DE = \(\frac { 1 }{ 2 }\)BC

⇒ x – 8 = \(\frac { 1 }{ 2 }\) x 40 ⇒ x – 8 = 20

⇒ x = 20 + 8 = 28

∴ x = 28

(c) In ∆ABC,

AD = DC and BE = EC

∴ DE || AB and DE = \(\frac { 1 }{ 2 }\) AB

x + 8 = \(\frac { 1 }{ 2 }\) x 6x ⇒ x + 8 = 3x ⇒ 3x – x = 8

⇒ 2x = 8 ⇒ x = \(\frac { 8 }{ 2 }\) = 4

∴ x = 4

Question 2.

In ∆ABC, AB = 6 cm, and AC = 3 cm. If M is the mid-point of AB, and a straight line through M parallel to AC cuts BC in N, what is the length of MN?

Solution:

In ∆ABC, AB = 6 cm, AC = 3 cm

M is mid point of AB

A line through M is drawn parallel to AC which cuts BC in N

∵ M is mid point of AB and MN || AC

∴ N is mid point of BC

∴ MN = \(\frac { 1 }{ 2 }\) AC

= \(\frac { 1 }{ 2 }\) x 3 cm = 1.5 cm

Question 3.

In the figure, in the ∆ABC, D is the mid-point of AB, E is the mid-point of AC. Calculate:

(i) DE, if BC = 6 cm

(ii) ∠ADE, if ∠DBC = 140°

Solution:

In the figure,

∆ABC, D is mid-point of AB and E is mid-point of AC

∴ DE || BC and DE = \(\frac { 1 }{ 2 }\) BC

(i) ∵ BC = 6 cm

∴ DE = \(\frac { 1 }{ 2 }\) x 6 = 3 cm

(ii) ∵ ∠DBC = 140°

∵ DE || BC

∴ ∠ADE = ∠DBC or ∠ABC

(corresponding angles)

∴ ADE = 140°

Question 4.

In figure, D, E, F are the mid-points of BC, CA and AB respectively.
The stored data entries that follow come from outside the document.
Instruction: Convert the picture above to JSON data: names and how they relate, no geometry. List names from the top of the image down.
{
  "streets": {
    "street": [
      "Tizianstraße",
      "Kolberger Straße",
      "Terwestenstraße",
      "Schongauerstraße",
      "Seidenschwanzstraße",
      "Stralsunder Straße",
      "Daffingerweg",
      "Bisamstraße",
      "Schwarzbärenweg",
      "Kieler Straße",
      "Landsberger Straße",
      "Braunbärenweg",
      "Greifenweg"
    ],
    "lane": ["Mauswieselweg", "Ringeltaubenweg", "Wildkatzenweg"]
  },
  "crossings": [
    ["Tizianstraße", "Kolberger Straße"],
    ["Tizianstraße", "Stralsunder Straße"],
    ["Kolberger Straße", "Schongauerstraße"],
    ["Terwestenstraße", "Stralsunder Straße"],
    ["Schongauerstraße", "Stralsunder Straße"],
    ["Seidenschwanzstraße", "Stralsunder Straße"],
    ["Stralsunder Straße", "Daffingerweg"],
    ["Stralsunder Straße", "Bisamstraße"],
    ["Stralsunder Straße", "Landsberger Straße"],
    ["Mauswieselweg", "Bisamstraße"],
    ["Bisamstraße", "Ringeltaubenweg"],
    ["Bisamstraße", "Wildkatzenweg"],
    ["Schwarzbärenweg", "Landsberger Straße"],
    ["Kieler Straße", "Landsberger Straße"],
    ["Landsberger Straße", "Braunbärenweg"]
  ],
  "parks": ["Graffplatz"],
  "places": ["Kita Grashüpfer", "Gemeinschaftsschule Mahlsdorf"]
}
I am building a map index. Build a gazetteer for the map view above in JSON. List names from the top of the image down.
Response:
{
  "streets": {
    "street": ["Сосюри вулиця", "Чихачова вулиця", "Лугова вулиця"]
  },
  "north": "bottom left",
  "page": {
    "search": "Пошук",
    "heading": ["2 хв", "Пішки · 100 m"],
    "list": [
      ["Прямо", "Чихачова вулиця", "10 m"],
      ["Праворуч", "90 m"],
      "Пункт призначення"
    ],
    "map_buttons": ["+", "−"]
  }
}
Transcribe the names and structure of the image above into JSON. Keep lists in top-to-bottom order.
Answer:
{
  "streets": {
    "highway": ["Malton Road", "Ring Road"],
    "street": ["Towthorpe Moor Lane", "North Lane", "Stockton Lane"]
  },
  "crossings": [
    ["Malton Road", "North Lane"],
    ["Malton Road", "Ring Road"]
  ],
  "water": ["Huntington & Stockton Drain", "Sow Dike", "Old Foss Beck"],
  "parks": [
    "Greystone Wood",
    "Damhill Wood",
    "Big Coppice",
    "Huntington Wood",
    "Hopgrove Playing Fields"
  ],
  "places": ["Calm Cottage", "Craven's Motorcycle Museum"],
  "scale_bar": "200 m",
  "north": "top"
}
Prove that AD bisects EF.

Solution:

Given : D, E and F are the mid-points of the sides BC, CA and AB respectively AD and EF are joined

To prove : AD bisects EF

Construction : Join ED and FD

Proof: In ∆ABC

E and F are the mid-points of CA and AB 1

∴ EF || BC and EF = \(\frac { 1 }{ 2 }\) BC

Similarly we can prove that

ED || AB and equal to \(\frac { 1 }{ 2 }\) AB

and FD || AC and equal to \(\frac { 1 }{ 2 }\) AC

∴ ∆EDF is a parallelogram

∵ The diagonals bisect each other

∴ AD bisects EF

Question 5.

In figure, ABC is an isosceles triangle in which AB = AC. D, E and F are respectively the mid-points of sides BC, AB and CA. Show that the line segments AD, EF bisect each other at right angles.

Solution:

Given : ∆BC is an isosceles triangle in which AB = AC

D, E and F are the mid-points of BC, AB and AC respectively

AD and EF are joined

To prove : AD and EF are perpendicular to each other

Proof: ∵ E and F are mid-points of AB and AC

∴ AE = EB and AF = FC

But AB = AC (given)

∴ AE = AF

and EF || BC and EF = \(\frac { 1 }{ 2 }\) BC

Now in ∆ABD and ∆ACD

AB = AC (given)

BD = DC (D is mid-point)

AD = AD (common)

∴ ∆ABD = ∆ACD (SSS axiom)

∴ ∠BAD = ∠CAD (c.p.c.t)

Now in ∆AEG and ∆AFG

AG = AG (common)

AE = AF (\(\frac { 1 }{ 2 }\) of equal sides)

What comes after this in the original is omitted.